There is a larger disparity between various races than various sexes in our dataset. Race is nowhere close to a perfectly balanced distribution (i.e. some races are seen ALOT more than others in our dataset). Sex is fairly close to a perfectly balanced distribution.

Calculate Aggregate Balance Measures​ Aggregate Balance Measures allow us to obtain a higher notion of inequality. They are calculated on the global set of sensitive columns and don’t use the label column.

These measures look at distribution of records across all combinations of sensitive columns. For example, if Sex and Race are sensitive columns, it shall try to quantify imbalance across all combinations - (Male, Black), (Female, White), (Male, Asian-Pac-Islander), etc.

[13]:
agg_measures = AggregateBalanceMeasure(cols_of_interest)
agg_measures.measures(df)
[13]:
theil_l_index theil_t_index atkinson_index
0 1.50467 1.120823 0.777909

Summary​

Throughout the course of this sample notebook, we have:

  • Chosen “Race” and “Sex” as columns of interest in the Adult Census Income dataset.
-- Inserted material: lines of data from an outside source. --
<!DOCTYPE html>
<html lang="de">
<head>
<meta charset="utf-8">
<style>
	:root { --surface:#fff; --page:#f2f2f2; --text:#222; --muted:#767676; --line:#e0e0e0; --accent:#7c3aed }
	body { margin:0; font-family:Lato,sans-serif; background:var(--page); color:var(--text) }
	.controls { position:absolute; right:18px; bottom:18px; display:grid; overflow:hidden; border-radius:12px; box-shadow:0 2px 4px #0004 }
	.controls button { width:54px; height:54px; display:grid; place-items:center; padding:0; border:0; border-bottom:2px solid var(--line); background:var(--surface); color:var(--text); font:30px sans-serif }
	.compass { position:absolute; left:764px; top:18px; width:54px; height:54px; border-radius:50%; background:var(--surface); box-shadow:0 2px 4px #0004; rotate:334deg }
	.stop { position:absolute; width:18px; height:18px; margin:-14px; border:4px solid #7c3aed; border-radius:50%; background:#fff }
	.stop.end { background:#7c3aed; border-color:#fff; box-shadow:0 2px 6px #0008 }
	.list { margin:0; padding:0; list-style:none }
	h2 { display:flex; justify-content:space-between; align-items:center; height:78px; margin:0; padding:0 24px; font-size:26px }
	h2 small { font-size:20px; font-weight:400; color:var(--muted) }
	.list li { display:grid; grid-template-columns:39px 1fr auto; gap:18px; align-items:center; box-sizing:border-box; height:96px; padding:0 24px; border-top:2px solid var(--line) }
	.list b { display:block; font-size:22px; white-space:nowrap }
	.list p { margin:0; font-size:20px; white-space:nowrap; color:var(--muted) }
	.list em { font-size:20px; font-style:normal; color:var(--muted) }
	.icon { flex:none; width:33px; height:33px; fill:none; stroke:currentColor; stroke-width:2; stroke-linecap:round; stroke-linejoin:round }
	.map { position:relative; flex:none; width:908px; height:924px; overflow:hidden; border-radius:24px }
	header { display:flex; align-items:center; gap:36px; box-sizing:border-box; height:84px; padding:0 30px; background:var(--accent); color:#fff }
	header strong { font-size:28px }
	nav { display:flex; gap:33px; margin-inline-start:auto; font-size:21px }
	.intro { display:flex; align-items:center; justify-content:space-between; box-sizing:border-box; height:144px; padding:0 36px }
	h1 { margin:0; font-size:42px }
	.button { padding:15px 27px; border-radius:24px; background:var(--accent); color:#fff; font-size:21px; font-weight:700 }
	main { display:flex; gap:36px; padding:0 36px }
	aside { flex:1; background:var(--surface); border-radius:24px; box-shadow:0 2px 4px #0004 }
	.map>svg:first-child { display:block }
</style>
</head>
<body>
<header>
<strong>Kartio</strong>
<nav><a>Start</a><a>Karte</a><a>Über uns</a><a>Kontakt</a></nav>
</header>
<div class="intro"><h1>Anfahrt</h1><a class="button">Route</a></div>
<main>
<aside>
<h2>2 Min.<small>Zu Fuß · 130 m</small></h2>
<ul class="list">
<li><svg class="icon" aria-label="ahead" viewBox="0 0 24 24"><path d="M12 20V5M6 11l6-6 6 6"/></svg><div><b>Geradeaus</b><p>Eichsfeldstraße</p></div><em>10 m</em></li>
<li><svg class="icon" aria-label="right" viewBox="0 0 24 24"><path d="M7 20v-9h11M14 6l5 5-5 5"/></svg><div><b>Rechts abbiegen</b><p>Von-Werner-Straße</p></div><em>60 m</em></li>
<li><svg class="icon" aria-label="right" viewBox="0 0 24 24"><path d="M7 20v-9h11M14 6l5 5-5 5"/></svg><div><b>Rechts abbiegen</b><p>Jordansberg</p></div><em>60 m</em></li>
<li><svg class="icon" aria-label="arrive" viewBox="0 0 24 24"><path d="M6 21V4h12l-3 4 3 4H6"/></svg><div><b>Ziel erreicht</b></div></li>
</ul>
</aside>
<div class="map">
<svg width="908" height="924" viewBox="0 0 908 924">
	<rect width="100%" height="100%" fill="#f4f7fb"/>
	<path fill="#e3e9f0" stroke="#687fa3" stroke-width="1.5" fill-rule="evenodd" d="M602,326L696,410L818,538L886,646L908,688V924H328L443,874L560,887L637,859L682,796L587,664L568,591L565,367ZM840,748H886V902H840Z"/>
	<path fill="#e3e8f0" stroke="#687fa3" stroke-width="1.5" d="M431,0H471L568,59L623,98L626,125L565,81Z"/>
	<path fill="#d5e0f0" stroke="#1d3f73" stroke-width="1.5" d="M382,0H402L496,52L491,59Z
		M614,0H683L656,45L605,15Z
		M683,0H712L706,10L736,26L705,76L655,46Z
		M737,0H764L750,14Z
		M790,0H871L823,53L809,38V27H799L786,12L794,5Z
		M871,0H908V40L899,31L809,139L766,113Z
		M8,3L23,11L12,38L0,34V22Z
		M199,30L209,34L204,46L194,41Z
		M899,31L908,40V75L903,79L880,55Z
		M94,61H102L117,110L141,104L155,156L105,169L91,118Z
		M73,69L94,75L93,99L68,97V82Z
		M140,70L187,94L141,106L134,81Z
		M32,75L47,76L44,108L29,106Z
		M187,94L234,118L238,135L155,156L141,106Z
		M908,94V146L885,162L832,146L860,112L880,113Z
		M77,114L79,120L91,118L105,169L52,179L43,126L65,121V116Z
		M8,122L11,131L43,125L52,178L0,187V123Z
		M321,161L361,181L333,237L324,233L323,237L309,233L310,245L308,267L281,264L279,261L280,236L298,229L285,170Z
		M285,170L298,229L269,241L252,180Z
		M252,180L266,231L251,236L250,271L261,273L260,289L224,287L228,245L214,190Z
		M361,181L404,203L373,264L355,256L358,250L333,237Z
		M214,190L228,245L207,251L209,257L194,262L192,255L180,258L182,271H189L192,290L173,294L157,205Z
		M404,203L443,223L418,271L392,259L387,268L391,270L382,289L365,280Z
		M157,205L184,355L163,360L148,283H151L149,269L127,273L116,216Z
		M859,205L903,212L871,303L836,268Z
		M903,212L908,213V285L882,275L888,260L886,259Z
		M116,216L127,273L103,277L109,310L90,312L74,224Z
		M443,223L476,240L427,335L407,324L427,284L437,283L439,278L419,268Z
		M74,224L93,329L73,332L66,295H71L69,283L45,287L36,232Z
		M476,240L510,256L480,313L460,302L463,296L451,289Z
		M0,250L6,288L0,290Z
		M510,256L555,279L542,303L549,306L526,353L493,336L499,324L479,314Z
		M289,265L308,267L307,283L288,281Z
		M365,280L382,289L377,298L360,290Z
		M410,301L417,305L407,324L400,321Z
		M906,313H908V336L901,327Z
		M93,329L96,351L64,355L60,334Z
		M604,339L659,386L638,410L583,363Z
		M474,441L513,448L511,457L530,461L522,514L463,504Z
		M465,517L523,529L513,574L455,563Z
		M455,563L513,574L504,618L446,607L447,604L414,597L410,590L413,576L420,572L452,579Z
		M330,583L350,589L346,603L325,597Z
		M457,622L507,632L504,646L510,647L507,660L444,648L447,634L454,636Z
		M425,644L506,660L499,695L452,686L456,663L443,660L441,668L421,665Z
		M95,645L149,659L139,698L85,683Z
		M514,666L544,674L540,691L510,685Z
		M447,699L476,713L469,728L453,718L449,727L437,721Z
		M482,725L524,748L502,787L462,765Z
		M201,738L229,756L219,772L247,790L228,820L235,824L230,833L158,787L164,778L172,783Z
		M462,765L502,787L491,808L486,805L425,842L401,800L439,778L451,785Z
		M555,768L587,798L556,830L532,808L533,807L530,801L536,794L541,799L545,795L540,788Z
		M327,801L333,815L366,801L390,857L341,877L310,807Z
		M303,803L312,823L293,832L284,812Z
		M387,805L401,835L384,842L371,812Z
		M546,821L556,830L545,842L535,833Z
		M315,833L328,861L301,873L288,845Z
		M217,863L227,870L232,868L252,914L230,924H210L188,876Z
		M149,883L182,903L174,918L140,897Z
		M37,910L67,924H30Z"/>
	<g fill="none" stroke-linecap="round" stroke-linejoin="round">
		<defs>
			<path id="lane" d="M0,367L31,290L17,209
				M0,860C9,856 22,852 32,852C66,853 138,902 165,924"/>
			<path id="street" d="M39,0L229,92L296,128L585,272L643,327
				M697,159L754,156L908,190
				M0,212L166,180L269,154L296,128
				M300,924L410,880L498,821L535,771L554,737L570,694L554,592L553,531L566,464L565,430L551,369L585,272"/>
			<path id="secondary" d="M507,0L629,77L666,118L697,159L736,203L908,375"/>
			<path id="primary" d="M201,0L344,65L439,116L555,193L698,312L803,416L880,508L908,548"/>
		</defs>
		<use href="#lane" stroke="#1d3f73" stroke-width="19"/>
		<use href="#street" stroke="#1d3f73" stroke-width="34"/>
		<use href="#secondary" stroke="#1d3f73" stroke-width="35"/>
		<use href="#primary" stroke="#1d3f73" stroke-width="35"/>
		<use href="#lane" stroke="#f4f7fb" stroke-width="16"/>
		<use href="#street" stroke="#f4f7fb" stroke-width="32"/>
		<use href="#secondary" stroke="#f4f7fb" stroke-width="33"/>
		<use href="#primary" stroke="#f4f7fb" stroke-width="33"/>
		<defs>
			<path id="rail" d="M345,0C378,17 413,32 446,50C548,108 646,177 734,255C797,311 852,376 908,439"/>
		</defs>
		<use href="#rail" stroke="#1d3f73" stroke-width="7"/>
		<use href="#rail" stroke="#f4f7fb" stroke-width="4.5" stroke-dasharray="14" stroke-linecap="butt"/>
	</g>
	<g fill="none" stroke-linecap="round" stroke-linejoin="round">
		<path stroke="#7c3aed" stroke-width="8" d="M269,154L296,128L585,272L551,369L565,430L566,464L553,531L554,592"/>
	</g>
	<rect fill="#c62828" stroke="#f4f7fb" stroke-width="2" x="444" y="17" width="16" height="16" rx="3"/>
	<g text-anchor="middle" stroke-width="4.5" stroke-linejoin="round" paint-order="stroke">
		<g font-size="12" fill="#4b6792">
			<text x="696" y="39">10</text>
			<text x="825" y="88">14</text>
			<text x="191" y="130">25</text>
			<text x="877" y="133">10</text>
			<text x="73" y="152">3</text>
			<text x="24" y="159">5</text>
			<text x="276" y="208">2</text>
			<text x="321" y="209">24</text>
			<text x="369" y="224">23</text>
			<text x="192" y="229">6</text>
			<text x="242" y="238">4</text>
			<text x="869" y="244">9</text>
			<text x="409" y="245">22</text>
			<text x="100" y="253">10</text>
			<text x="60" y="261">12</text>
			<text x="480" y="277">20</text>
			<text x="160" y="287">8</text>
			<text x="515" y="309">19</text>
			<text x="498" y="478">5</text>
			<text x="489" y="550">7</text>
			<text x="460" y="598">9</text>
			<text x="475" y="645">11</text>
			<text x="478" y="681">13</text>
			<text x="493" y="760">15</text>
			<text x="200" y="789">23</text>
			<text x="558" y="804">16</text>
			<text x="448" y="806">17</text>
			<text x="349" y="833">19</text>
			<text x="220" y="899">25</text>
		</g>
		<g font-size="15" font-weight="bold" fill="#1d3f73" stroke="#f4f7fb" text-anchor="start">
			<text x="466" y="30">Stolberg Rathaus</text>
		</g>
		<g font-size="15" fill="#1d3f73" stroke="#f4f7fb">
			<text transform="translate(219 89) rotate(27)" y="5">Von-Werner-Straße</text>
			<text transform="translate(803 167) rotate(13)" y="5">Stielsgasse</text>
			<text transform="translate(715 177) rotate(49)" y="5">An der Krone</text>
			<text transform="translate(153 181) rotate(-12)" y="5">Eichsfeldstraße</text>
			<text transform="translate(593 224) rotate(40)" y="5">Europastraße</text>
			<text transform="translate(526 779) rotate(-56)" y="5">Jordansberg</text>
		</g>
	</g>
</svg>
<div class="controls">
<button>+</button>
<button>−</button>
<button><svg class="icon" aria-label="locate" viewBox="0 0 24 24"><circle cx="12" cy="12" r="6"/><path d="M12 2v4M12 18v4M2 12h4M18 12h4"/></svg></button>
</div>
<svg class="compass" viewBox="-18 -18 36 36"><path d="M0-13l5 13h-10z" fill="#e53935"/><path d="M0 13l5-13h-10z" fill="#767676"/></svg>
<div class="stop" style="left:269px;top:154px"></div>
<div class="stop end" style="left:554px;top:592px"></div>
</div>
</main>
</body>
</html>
  • Done preliminary analysis on our dataset.

  • Ran the 3 groups of measures that compose our Data Balance

Analysis:

  • Feature Balance Measures

    • Calculated Feature Balance Measures to see that the highest Demographic Parity is in “Sex”: Males see >50k income much more than Females.

    • Visualized Demographic Parity of Races to see that Asian-Pac-Islander sees >50k income much more than Other, in addition to other race combinations.

  • Distribution Balance Measures

    • Calculated Distribution Balance Measures to see that “Sex” is much closer to a perfectly balanced distribution than “Race”.

Visualized various distribution balance measures to compare their values for “Race” and “Sex”.

  • Aggregate Balance Measures

    • Calculated Aggregate Balance Measures to see that we need to forego 77.79% of data points to have a perfectly balanced dataset. We identified that our dataset is leaning towards maximum inequality, and we should take actionable steps to:

    • Upsample data points where the feature value is barely observed.

    • Downsample data points where the feature value is observed much more than others.

In conclusion:

  • These measures provide an indicator of disparity on the data, allowing for users to explore potential mitigations before proceeding to train.

  • Users can use these measures to set thresholds on their level of “tolerance” for data representation. Production pipelines can use these measures as baseline for models that require frequent retraining on new data.

  • These measures can also be saved as key metadata for the model/service built and added as part of model cards or transparency notes helping drive overall accountability for the ML service built and its performance across different demographics or sensitive attributes.